_TASK INSTRUCTIONS:_
Provide nothing except how many lines of the data contain the word "space".

[Recorded data]
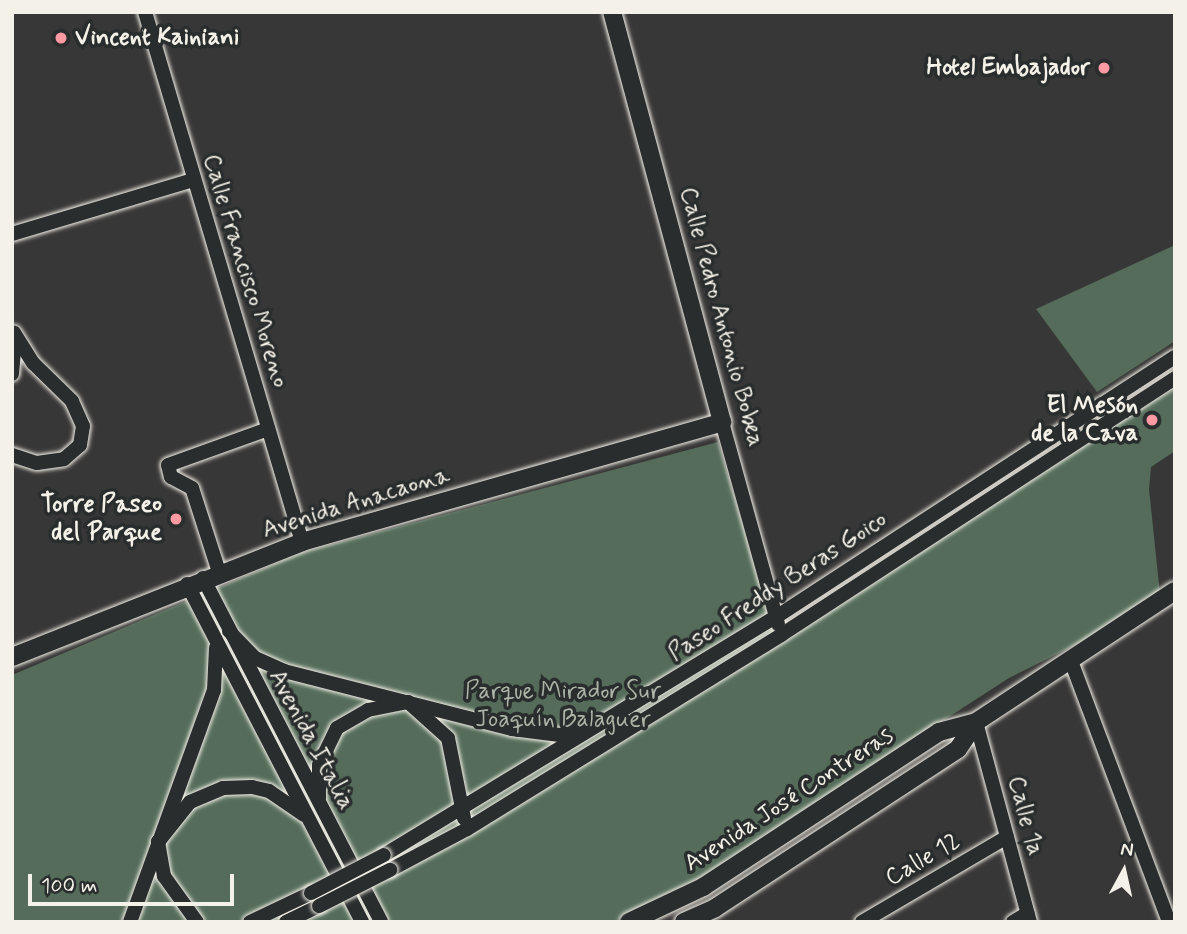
<!DOCTYPE html>
<html>
<head>
<meta charset="utf-8">
<style>
  body { margin:0 }
  #map { position:relative; width:1187px; height:934px; overflow:hidden; background:#383737; font-family:Mynerve,sans-serif }
  div>[style] { position:absolute }
  .green>* { inset:0; background:#546c59 }
  .roads { filter:drop-shadow(0 0 2px #f4f1e8) drop-shadow(0 0 2px #f4f1e8) }
  .minor>* { height:14px; margin:-7px; padding:0 7px; transform-origin:7px; border-radius:7px; background:#2a2d2e }
  .major>* { height:18px; margin:-9px; padding:0 9px; transform-origin:9px; border-radius:9px; background:#2a2d2e }
  .bridges { filter:drop-shadow(0 0 2px #f4f1e8) drop-shadow(0 0 2px #f4f1e8) }
  .minor-bridge>* { height:14px; margin:-7px; padding:0 7px; transform-origin:7px; border-radius:7px; background:#2a2d2e }
  .dots>* { width:19px; height:19px; translate:-50% -50%; box-sizing:border-box; border:4px solid #2a2d2e; border-radius:50% }
  span { translate:-50% -50%; white-space:nowrap; text-align:center; line-height:1.15; -webkit-text-stroke:7px #2a2d2e; paint-order:stroke }
  .poi-label { font-size:24px; color:#f4f1e8; font-weight:700 }
  .left { translate:0 -50%; text-align:left }
  .right { translate:-100% -50%; text-align:right }
  .street-label { font-size:24px; color:#f4f1e8 }
  .park-label { font-size:24px; color:#acb5a8 }
  .frame { position:absolute; inset:0; border:14px solid #f4f1e8; pointer-events:none }
  .north { position:absolute; left:1089px; top:836px; width:70px; height:70px; -webkit-text-stroke:5px #2a2d2e; paint-order:stroke; rotate:8deg; font-size:19px; font-weight:700; line-height:28px; text-align:center; color:#f4f1e8 }
  .north::after { content:''; display:block; margin:auto; width:24px; height:32px; background:#f4f1e8; clip-path:polygon(50% 0,100% 100%,50% 72%,0 100%) }
  .scale { position:absolute; left:28px; top:874px; width:206px; height:32px; box-sizing:border-box; border:4px solid #f4f1e8; border-top:0; padding-left:9px; font-size:21px; line-height:24px; white-space:nowrap; color:#f4f1e8; -webkit-text-stroke:5px #2a2d2e; paint-order:stroke }
</style>
</head>
<body>
<div id="map">
  <div class="green">
    <div style="clip-path:polygon(1175px 245px,1175px 341px,1097px 392px,1036px 309px)"></div>
    <div style="clip-path:polygon(1175px 387px,1175px 451px,1151px 467px,1149px 489px,1160px 594px,1115px 625px,1009px 678px,689px 885px,613px 922px,12px 922px,12px 675px,303px 552px,718px 442px,778px 644px)"></div>
  </div>
  <div class="roads">
    <div class="minor">
      <div style="left:145px;top:12px;width:553px;rotate:73.5deg"></div>
      <div style="left:12px;top:234px;width:189px;rotate:-16.6deg"></div>
      <div style="left:12px;top:374px;width:37px;rotate:-85deg"></div>
      <div style="left:722px;top:422px;width:210px;rotate:74.5deg"></div>
      <div style="left:12px;top:455px;width:26px;rotate:18deg"></div>
      <div style="left:37px;top:463px;width:27px;rotate:-8deg"></div>
      <div style="left:64px;top:459px;width:21px;rotate:-41deg"></div>
      <div style="left:80px;top:445px;width:19px;rotate:-81deg"></div>
      <div style="left:83px;top:426px;width:27px;rotate:-114deg"></div>
      <div style="left:72px;top:401px;width:54px;rotate:-135.7deg"></div>
      <div style="left:33px;top:363px;width:36px;rotate:-122deg"></div>
      <div style="left:219px;top:572px;width:88px;rotate:-107.8deg"></div>
      <div style="left:192px;top:488px;width:24px;rotate:-152deg"></div>
      <div style="left:171px;top:477px;width:12px;rotate:-104deg"></div>
      <div style="left:168px;top:465px;width:106px;rotate:-19.8deg"></div>
      <div style="left:203px;top:578px;width:387px;rotate:62.6deg"></div>
      <div style="left:187px;top:584px;width:381px;rotate:62.6deg"></div>
      <div style="left:229px;top:631px;width:37px;rotate:46deg"></div>
      <div style="left:255px;top:658px;width:32px;rotate:24deg"></div>
      <div style="left:284px;top:671px;width:235px;rotate:14.3deg"></div>
      <div style="left:512px;top:729px;width:48px;rotate:7.1deg"></div>
      <div style="left:560px;top:735px;width:27px;rotate:-15deg"></div>
      <div style="left:1071px;top:661px;width:279px;rotate:69.4deg"></div>
      <div style="left:976px;top:722px;width:207px;rotate:74.9deg"></div>
      <div style="left:319px;top:798px;width:33px;rotate:-90deg"></div>
      <div style="left:319px;top:765px;width:41px;rotate:-64.1deg"></div>
      <div style="left:337px;top:728px;width:36px;rotate:-30deg"></div>
      <div style="left:368px;top:710px;width:41px;rotate:-11.3deg"></div>
      <div style="left:408px;top:702px;width:54px;rotate:42deg"></div>
      <div style="left:448px;top:738px;width:82px;rotate:78.7deg"></div>
      <div style="left:384px;top:855px;width:459px;rotate:-31.3deg"></div>
      <div style="left:776px;top:617px;width:476px;rotate:-33.1deg"></div>
      <div style="left:390px;top:870px;width:87px;rotate:-28deg"></div>
      <div style="left:467px;top:829px;width:369px;rotate:-31.7deg"></div>
      <div style="left:781px;top:635px;width:470px;rotate:-33.1deg"></div>
      <div style="left:130px;top:922px;width:247px;rotate:-70.1deg"></div>
      <div style="left:214px;top:690px;width:42px;rotate:-87.3deg"></div>
      <div style="left:197px;top:922px;width:57px;rotate:-125.7deg"></div>
      <div style="left:164px;top:876px;width:35px;rotate:-100deg"></div>
      <div style="left:158px;top:842px;width:51px;rotate:-51.3deg"></div>
      <div style="left:190px;top:802px;width:36px;rotate:-23deg"></div>
      <div style="left:223px;top:788px;width:29px;rotate:-2deg"></div>
      <div style="left:252px;top:787px;width:17px;rotate:13deg"></div>
      <div style="left:269px;top:791px;width:42px;rotate:34.4deg"></div>
      <div style="left:250px;top:922px;width:68px;rotate:-25.4deg"></div>
      <div style="left:286px;top:922px;width:37px;rotate:-26deg"></div>
      <div style="left:862px;top:922px;width:168px;rotate:-30.4deg"></div>
      <div style="left:1013px;top:922px;width:17px;rotate:-31deg"></div>
    </div>
    <div class="major">
      <div style="left:12px;top:657px;width:312px;rotate:-21.6deg"></div>
      <div style="left:302px;top:542px;width:437px;rotate:-15.9deg"></div>
      <div style="left:722px;top:422px;width:424px;rotate:-105deg"></div>
      <div style="left:629px;top:922px;width:82px;rotate:-25.3deg"></div>
      <div style="left:703px;top:887px;width:282px;rotate:-33.3deg"></div>
      <div style="left:939px;top:732px;width:38px;rotate:-15deg"></div>
      <div style="left:976px;top:722px;width:238px;rotate:-33.4deg"></div>
      <div style="left:684px;top:922px;width:34px;rotate:-24deg"></div>
      <div style="left:715px;top:908px;width:290px;rotate:-33.2deg"></div>
      <div style="left:958px;top:749px;width:32px;rotate:-56deg"></div>
    </div>
  </div>
  <div class="bridges">
    <div class="minor-bridge">
      <div style="left:311px;top:893px;width:82px;rotate:-27.5deg"></div>
      <div style="left:319px;top:906px;width:80px;rotate:-26.9deg"></div>
    </div>
  </div>
  <div class="dots">
    <div style="left:61px;top:38px;background:#ff9aa2"></div>
    <div style="left:1104px;top:68px;background:#ff9aa2"></div>
    <div style="left:1152px;top:420px;background:#ff9aa2"></div>
    <div style="left:176px;top:519px;background:#ff9aa2"></div>
  </div>
  <div class="poi-label">
    <span class="left" style="left:75px;top:38px">Vincent Kainiani</span>
    <span class="right" style="left:1090px;top:68px">Hotel Embajador</span>
    <span class="right" style="left:1138px;top:420px">El Mesón<br>de la Cava</span>
    <span class="right" style="left:162px;top:519px">Torre Paseo<br>del Parque</span>
  </div>
  <div class="street-label">
    <span style="left:245px;top:271px;rotate:73deg">Calle Francisco Moreno</span>
    <span style="left:721px;top:317px;rotate:75deg">Calle Pedro Antonio Bobea</span>
    <span style="left:356px;top:503px;rotate:-17deg">Avenida Anacaona</span>
    <span style="left:778px;top:587px;rotate:-33deg">Paseo Freddy Beras Goico</span>
    <span style="left:311px;top:740px;rotate:62deg">Avenida Italia</span>
    <span style="left:789px;top:800px;rotate:-33deg">Avenida José Contreras</span>
    <span style="left:1025px;top:816px;rotate:75deg">Calle 1a</span>
    <span style="left:923px;top:860px;rotate:-30deg">Calle 12</span>
  </div>
  <div class="park-label">
    <span style="left:563px;top:706px">Parque Mirador Sur<br>Joaquín Balaguer</span>
  </div>
  <div class="frame"></div>
  <div class="north">N</div>
  <div class="scale">100 m</div>
</div>
</body>
</html>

_SOLUTION TO THIS EXERCISE:_
2